The base Habitat install didn’t really pay much attention to how front-end developers are meant to work with Helix solutions.
We use webpack across most of our projects. The default gulp task we have (initiated by simply running
There has been some chatter around Sitecore moving to .NET Core, so hopefully, in the near future, we will not be constrained to Windows for developing and running Sitecore applications.
We rely heavily on the use of Git submodule for sharing Foundation layer projects between solutions and for unifying the build scripts.
Git submodules allow us to target specific versions of a Foundation project based on a commit, leveraging the way the submodule mechanism works in Git. This allows us to ensure that changes introduced to one solution won’t adversely affect other solutions until fully tested and verified.

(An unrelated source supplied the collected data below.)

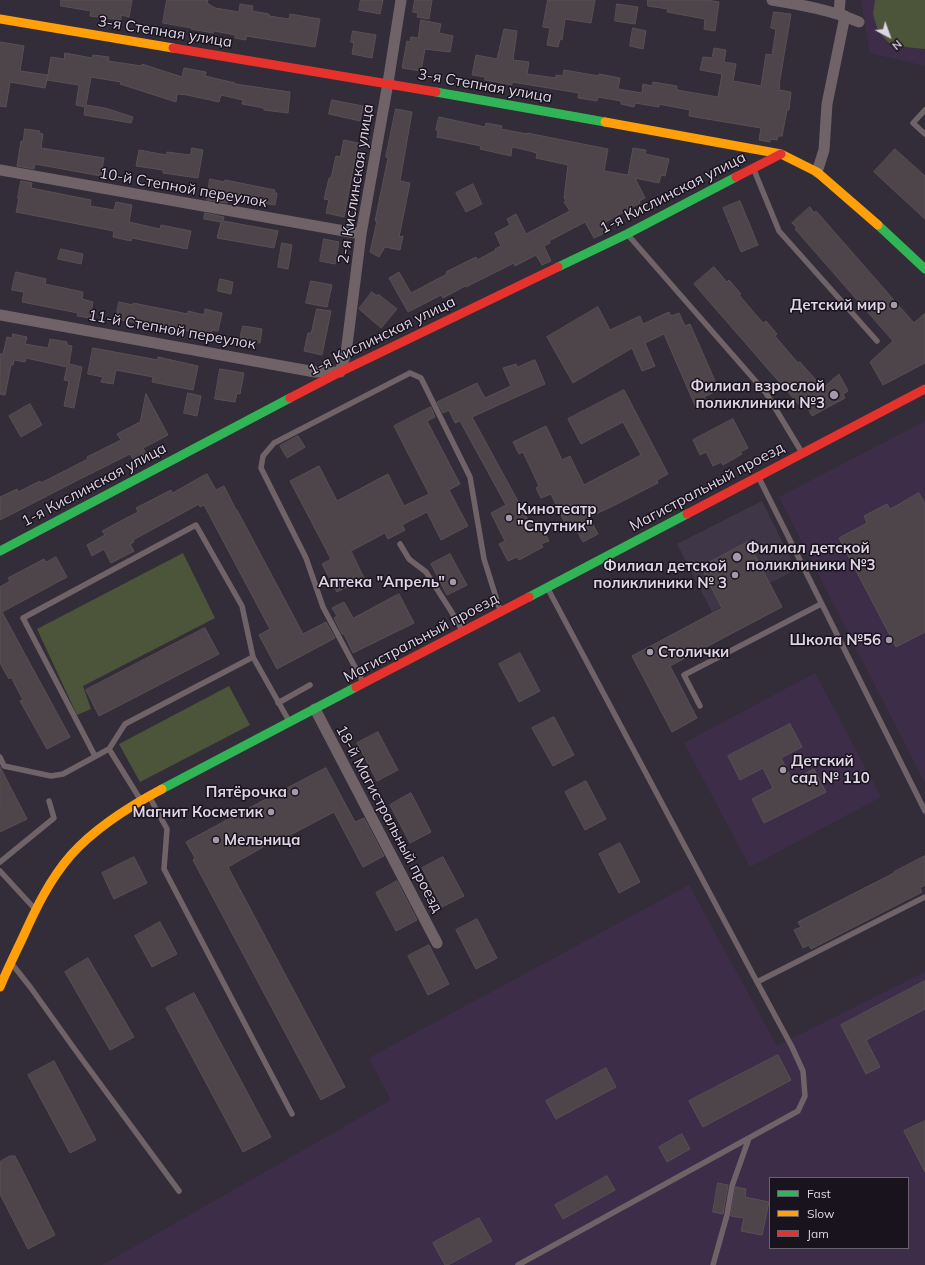 <!DOCTYPE html>
<html>
<head>
<meta charset="utf-8">
<style>
  body { margin:0 }
  #map { position:relative; width:925px; height:1265px; overflow:hidden; background:#332d39; font-family:Mulish,sans-serif }
  canvas { display:block }
  .legend { position:absolute; left:769px; top:1177px; width:140px; height:72px; box-sizing:border-box; background:#19131e; border:1px solid #68616e; margin:0; padding:5px 7px; list-style:none; font-size:12px; color:#ded5e5 }
  .legend li { display:flex; align-items:center; gap:8px; height:20px }
  .legend b { width:20px; border:1px solid #68616e }
  .north { position:absolute; left:869px; top:16px; width:40px; height:40px; -webkit-text-stroke:3px #19131e; paint-order:stroke; rotate:139deg; font-size:11px; font-weight:700; line-height:16px; text-align:center; color:#ded5e5 }
  .north::after { content:''; display:block; margin:auto; width:14px; height:18px; background:#ded5e5; clip-path:polygon(50% 0,100% 100%,50% 72%,0 100%) }
</style>
</head>
<body>
<div id="map">
<canvas width="925" height="1265"></canvas>
<ul class="legend">
<li><b style="height:5px;background:#30b455"></b>Fast</li>
<li><b style="height:5px;background:#ff9f0a"></b>Slow</li>
<li><b style="height:5px;background:#e5322d"></b>Jam</li>
</ul>
<div class="north">N</div>
</div>
<script>
const c = document.querySelector('canvas').getContext('2d');
c.lineJoin = 'round';
function fill(path, color) { c.fillStyle = color; c.fill(path, 'evenodd'); }
function trace(path, color, width, dash) { c.strokeStyle = color; c.lineWidth = width; c.lineCap = dash ? 'butt' : 'round'; c.setLineDash(dash || []); c.stroke(path); }
function drawText(font, color, halo, rows, align = 'center') {
  c.font = font + ' Mulish,sans-serif'; c.lineWidth = 3; c.setLineDash([]); c.textBaseline = 'middle'; c.strokeStyle = halo; c.fillStyle = color; for (const [text, x, y, turn = 0] of rows) {
    c.save(); c.translate(x, y); c.rotate((+turn || 0) * Math.PI / 180); c.textAlign = isNaN(turn) ? turn : align; if (halo) c.strokeText(text, 0, 0); c.fillText(text, 0, 0); c.restore();
  }
}
fill(new Path2D(`
  M861 0H925V66L870 53Z
  M925 421V783L779 497Z
  M815 673 881 797 750 867 684 743Z
  M689 885 777 1046 925 972V1265H102L391 1100 369 1058ZM770 1178H908V1248H770Z`), '#3d2d49');
fill(new Path2D(`
  M762 501 796 570 712 612 677 544Z`), '#3f3747');
fill(new Path2D(`
  M875 0H925V49L905 47 889 43 878 31 873 14Z
  M183 553 215 618 83 686 91 709 77 715 37 629Z
  M229 686 250 725 140 782 119 744Z`), '#4c543a');
const building = new Path2D(`
  M61 0H132L129 17 121 15V20L90 16 91 11 61 6Z
  M167 0H208L207 3 215 8 239 12 240 4 253 6 252 11 269 14V16L289 19 290 14 320 19 315 47 246 36V40L235 38V35L214 31 213 33 191 29 192 28 163 23Z
  M361 0H383L380 14 359 10Z
  M415 0H432L429 19 417 17 418 13 413 12Z
  M548 0H595L591 23 565 19 562 40 560 39 558 47 547 45 550 28 543 27Z
  M648 0H707L719 2 715 31 704 29 705 19 667 12 668 9 648 6Z
  M617 4 638 7 635 24 615 21Z
  M774 12 791 14 779 85H780L779 90 791 92 789 110H787L782 136H778L777 140 770 139V142L759 140 761 128 689 116 690 110 659 104V107L635 103 634 107 621 104V101L598 97 597 101 578 98 579 93 512 82V85L485 80V77L472 75 476 55 497 59 504 29 517 31 513 60 529 62 527 74 556 78V75L563 76 564 70 599 76V74L620 78 618 89 642 93 643 84 652 86 653 82 677 86V90L718 97 722 74 700 70 703 57 712 58 714 48 726 50 724 62 736 64 733 81 761 86 766 54 772 55 776 29 771 28Z
  M421 20 441 24 439 33 453 36 450 52 425 49 421 71 402 68 407 41 410 42 411 37 418 38Z
  M633 28 646 31 643 49 630 46Z
  M353 31 376 35 372 58 352 54 354 43 351 42Z
  M0 42 24 46 20 71 48 75 45 88 10 82 6 107 0 106Z
  M65 53 92 58 93 55 109 57 108 61 142 66V64L182 77 184 68 206 72 205 76 235 83V84L290 92 288 113 264 110V108L242 104 243 100 221 95 219 102 187 95 177 94 176 102 120 84 121 82 91 77 86 105 105 108 133 117 131 123 84 115 85 107 76 105 79 85 47 80 51 57 64 59Z
  M332 100 363 106 360 121 329 114Z
  M396 109 412 112 400 181 410 183 399 237 403 236 400 250 385 247 379 257 370 252 377 221H375L388 158 386 157Z
  M439 117 485 127 486 123 502 126 501 129 527 134V133L608 149 604 171 628 175 633 148 646 150 645 154 669 159 665 176 661 175 659 183 635 178 645 198 639 201 640 203 600 225 605 233 594 238 585 222 549 241 550 243 544 246 551 261 542 265 536 255 515 266 514 263 466 287 465 286 443 298 441 295 408 312 389 278 399 272 411 293 447 274 446 272 476 257 477 260 496 250 495 249 501 246 495 233 510 225 507 219 516 214 526 234 570 211 564 202 566 201 564 198 568 165 536 158 537 153 526 150 512 147 511 156 480 149 481 146 437 137 438 131 436 130Z
  M25 129 40 131 39 133 43 134 41 148 104 158 101 176 35 164 34 169 17 166 21 141H23Z
  M344 140 358 143 344 217 326 213 329 200 324 199 329 178H331L336 156 340 157Z
  M192 148 203 150 198 178 163 173V170L136 166 139 150 166 155 167 152 190 155Z
  M895 149 925 176V219L874 172Z
  M210 179 224 182 225 180 275 190 274 193H277L275 205 228 197 227 203 207 200Z
  M21 181 32 183 31 188 91 200 90 206 114 210 116 202 132 205 129 222 160 229 161 225 191 231 187 249 132 238 131 241 113 237 114 231 16 212 19 198H18Z
  M473 184 482 204 466 212 456 193Z
  M740 201 758 245 741 252 723 208Z
  M810 207 814 213 816 211 914 323 925 313V363L883 385 870 362 893 341 795 229 797 228 792 223Z
  M205 213 224 217 223 221 278 231 274 248 217 238 221 222 204 219Z
  M324 239 339 242 335 264 320 261Z
  M282 243 292 245 288 269 278 267Z
  M61 249 83 254 81 264 58 259Z
  M714 267 727 282 729 280 741 294 739 295 763 323 766 321 777 334 775 336 798 363 800 362 823 388 839 374 848 391 843 394 845 398 812 416 805 403 801 407 694 284Z
  M16 272 46 279 45 284 83 292 82 299 93 302 90 318 77 316 78 313 22 302 24 292 12 290Z
  M220 279 233 282 231 294 218 291Z
  M311 281 332 285 327 307 306 303Z
  M372 292 377 296 378 294 397 309 381 328 359 309Z
  M119 302 133 305V303L188 314V311L204 315 205 309 222 313 218 331 212 330 211 335 183 330 182 334 169 331 170 329 116 319Z
  M598 307 610 330 640 316 643 324 669 312 671 316 679 313 685 326 690 324 719 390 704 397 707 405 697 410 664 334 645 343 655 366 642 371 632 348 573 383 547 337Z
  M317 309 331 311 322 355 304 351 308 333H311Z
  M243 326 262 329 260 343 240 339Z
  M13 334 27 337 25 344 48 348 50 339 67 342V345L72 346 69 364 82 367 74 408 64 406 69 381 64 380 67 367 26 358 25 362 14 360 13 365H11L5 395 0 394V354H3L7 337 12 338Z
  M93 348 158 360V357L198 366 193 390 152 382 153 377 116 370 113 384 101 382 103 377 88 374Z
  M535 360 545 384 472 417 531 525 538 521 549 541 541 544 543 547 519 560 517 557 508 561 499 544 505 541 491 513 506 505 460 421 455 423 449 410 443 413 437 402 477 383 485 398 511 386 503 368 516 364 517 367Z
  M220 369 244 373 240 394 237 393 235 402 215 399Z
  M624 390 668 474 657 480 658 483 611 507 589 517 598 534 583 542 576 529 569 532 551 494 541 498 536 488 539 486 523 452 519 454 513 442 546 426 562 460 570 456 584 485 641 455 623 422 581 444 568 419Z
  M188 393 201 396 197 416 184 413Z
  M146 394 168 435 143 448 146 454 134 461 130 454 78 480 0 520V497L17 489 18 492 40 481 41 483 88 459 87 457 121 440 117 434 140 422Z
  M30 404 42 425 21 437 9 416Z
  M431 407 435 417 427 421 460 484 449 490 468 526 441 540 427 512 402 525 405 530 388 539 385 533 351 551 364 578 337 592 322 564 331 559 290 481 319 466 337 501 388 474 404 506 429 494 394 426Z
  M733 419 748 448 740 452 742 454 723 465 721 462 713 466 706 452 700 455 693 440Z
  M298 436 305 447 287 458 280 446Z
  M207 474 216 490 224 486 236 510H237L303 634 326 622 335 638 277 669 259 635 270 629 204 505 200 507 199 504 133 540 134 542 130 544 134 551 111 563 104 549 92 556 87 545 105 535 102 531 138 512 136 508 171 490 172 493Z
  M919 493 925 504V632L896 647 839 538 867 523 864 516 887 504 890 509Z
  M748 542 782 607 670 666 697 718 672 732 632 656 722 608 701 567Z
  M450 554 467 585 447 595 431 564Z
  M56 557 67 577 2 612 70 737 47 749 20 701 23 700 11 677 9 679 0 663V587L10 581 8 578 44 559 46 562Z
  M399 594 414 623 353 653 344 634H342L334 618 337 616 332 608 344 602 353 618Z
  M205 628 219 654 99 716 86 690Z
  M520 653 540 691 519 702 499 664Z
  M554 717 574 755 553 766 532 728Z
  M790 724 802 747 781 758 792 780 814 769 826 792 764 823 752 799 773 788 763 768 740 780 728 756Z
  M378 732 398 770 377 781 357 743Z
  M0 767 27 819 0 832Z
  M326 768 355 822 364 818 384 856 363 867 334 812 271 845 270 843 228 867 345 1087 321 1100 193 860 195 858 186 842 234 816Z
  M586 781 606 819 585 830 565 792Z
  M411 793 431 832 410 843 390 805Z
  M620 843 640 882 619 893 599 854Z
  M925 856V885L920 888 922 892 811 949 809 945 803 948 794 930 801 927 798 922 894 873V872Z
  M134 857 147 883 114 899 102 873Z
  M443 857 464 896 442 907 422 868Z
  M397 881 417 920 396 931 376 893Z
  M477 919 497 958 476 969 456 930Z
  M160 922 177 954 152 967 135 936Z
  M429 945 449 984 428 995 408 956Z
  M88 958 134 1037 110 1050 65 972Z
  M925 981V1009L866 1040 880 1067 866 1074 841 1025Z
  M194 993 271 1137 243 1152 166 1008Z
  M778 1055 791 1080 703 1127 689 1101Z
  M54 1061 96 1140 70 1153 28 1075Z
  M606 1068 616 1087 556 1119 546 1101Z
  M925 1121V1172L904 1131Z
  M682 1134 690 1149 667 1162 659 1147Z
  M10 1156H15L55 1235 28 1249 0 1194V1162Z
  M607 1176 615 1190 563 1219 555 1205Z
  M718 1183 728 1185 723 1214 713 1212Z
  M736 1187 746 1189 745 1197 769 1202 762 1235 741 1231 744 1218 731 1216Z
  M479 1218 492 1241 448 1265H445L433 1243Z`);
fill(building, '#4d4549');
trace(building, '#585054', 1);
trace(new Path2D(`
  M925 110 913 123 925 134
  M754 170 779 231 877 341
  M628 235 766 393 801 451
  M759 478 925 811
  M400 544 409 559 426 572 451 611 462 630
  M548 589 757 982 925 897
  M363 682 323 607 306 558 261 468 263 456 274 443 410 373 421 378 470 477 484 559 500 610
  M278 703 310 685
  M700 706 684 675 821 604
  M109 749 125 724 253 657 289 721
  M95 756 23 618 196 525 242 606 253 657
  M0 757 4 766 51 776 63 774 109 749 140 799
  M150 798 167 829 164 869 292 1114
  M0 862 54 818 49 801
  M0 871 34 908
  M12 964 31 988 76 1051 179 1191
  M518 1265 798 1111 805 1096 803 1071 792 1047 757 982
  M713 1265 727 1215 732 1186 749 1138`), '#706367', 5.5);
trace(new Path2D(`
  M772 0C802 5 831 10 859 22
  M839 14 840 0
  M0 170 361 234
  M817 172 824 150 827 104 845 16
  M0 315 315 372H340L346 353 361 234 388 83 401 0
  M315 709 437 943`), '#706367', 11);
trace(new Path2D(`
  M436 92 605 122
  M878 225 925 269
  M558 267 627 234 736 177
  M0 551 290 398
  M529 597 687 514
  M162 789 356 687`), '#30b455', 9);
trace(new Path2D(`
  M0 19 173 48
  M605 122 781 154 817 172 878 225
  M0 987C7 970 15 954 23 937 36 908 50 879 71 855 96 827 130 806 162 789`), '#ff9f0a', 9);
trace(new Path2D(`
  M173 48 436 92
  M736 177 781 154
  M290 398 340 372 558 267
  M687 514 925 389
  M356 687 529 597`), '#e5322d', 9);
for (const [x, y, r, color] of [
  [894,305,4,"#a29aa9"],
  [834,395,5,"#a29aa9"],
  [509,518,4,"#a29aa9"],
  [737,557,5,"#a29aa9"],
  [735,575,4,"#a29aa9"],
  [453,582,4,"#a29aa9"],
  [889,640,4,"#a29aa9"],
  [650,652,4,"#a29aa9"],
  [783,770,4,"#a29aa9"],
  [295,792,4,"#a29aa9"],
  [271,812,4,"#a29aa9"],
  [216,840,4,"#a29aa9"]
]) { const dot = new Path2D(); dot.arc(x, y, r, 0, 2 * Math.PI); c.fillStyle = color; c.fill(dot); trace(dot, '#19131e', 1.5); }
drawText('15px', '#ded5e5', '#19131e', [
  ["3-я Степная улица",165,32,9],
  ["3-я Степная улица",485,86,10],
  ["2-я Кислинская улица",356,184,-81],
  ["10-й Степной переулок",183,188,10],
  ["1-я Кислинская улица",673,193,-27],
  ["11-й Степной переулок",172,330,10],
  ["1-я Кислинская улица",382,336,-26],
  ["1-я Кислинская улица",94,485,-28],
  ["Магистральный проезд",707,487,-28],
  ["Магистральный проезд",421,638,-28],
  ["18-й Магистральный проезд",389,819,62]
]);
drawText('bold 15px', '#ded5e5', '#19131e', [
  ["Детский мир",886,305],
  ["Филиал взрослой",825,386],
  ["поликлиники №3",825,403],
  ["Кинотеатр",517,509,"left"],
  ["\"Спутник\"",517,526,"left"],
  ["Филиал детской",746,548,"left"],
  ["поликлиники №3",746,565,"left"],
  ["Филиал детской",727,566],
  ["поликлиники № 3",727,583],
  ["Аптека \"Апрель\"",445,582],
  ["Школа №56",881,640],
  ["Столички",658,652,"left"],
  ["Детский",791,761,"left"],
  ["сад № 110",791,778,"left"],
  ["Пятёрочка",287,792],
  ["Магнит Косметик",263,812],
  ["Мельница",224,840,"left"]
], 'right');
</script>
</body>
</html>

With the advances in the C# project file format where package references can be added to .csproj files (rather than using packages.config), we are able to build submodules that target multiple versions of Sitecore simultaneously.
We have developed a CLI package to simplify common tasks involved with Helix projects, such as creating new projects and importing common projects.
If you need to add a new feature layer project, instead of manually constructing the project in Visual Studio you can simply run
yarn helix new feature MyFeature (or
npm, if you prefer).
Coupled with the CLI is a module repository of well-known community-based modules.
We have come a long way since we started exploring the Helix architecture for Sitecore projects and have learnt a lot. There are still many more advancements we would like to make to have an even more streamlined development process and an efficient, effective client experience.
A few of the future enhancements we will likely explore are discussed below.
The build and package process we currently use involves building the entire Visual Studio solution (.sln), then iterating through all foundation, feature and project layer projects then copying their App_Config, binaries, views, etc… (n.b. this differs from the base Habitat process where it utilises Web Deploy as discussed previously). We will investigate creating a single entry point C# project that makes reference to all projects used in the solution then taking the binary output from only that project. This should optimise build times and help resolve stray reference violations
When front-end developers are tasked with working on Sitecore projects, there is always a steep setup cost involved, on newer projects with the discussed enhancements that cost has been drastically improved, but on some legacy projects, setup times can exceed a day to just get the project running. We would like to find a way where starting work on a project is as simple as running a single command and having a full Sitecore environment ready to work on. With Sitecore’s alleged move towards .NET Core this could be achieved by using Docker, but in the interim, we will investigate hypervisor tools such as Parallels, Hyper-V and VirtualBox.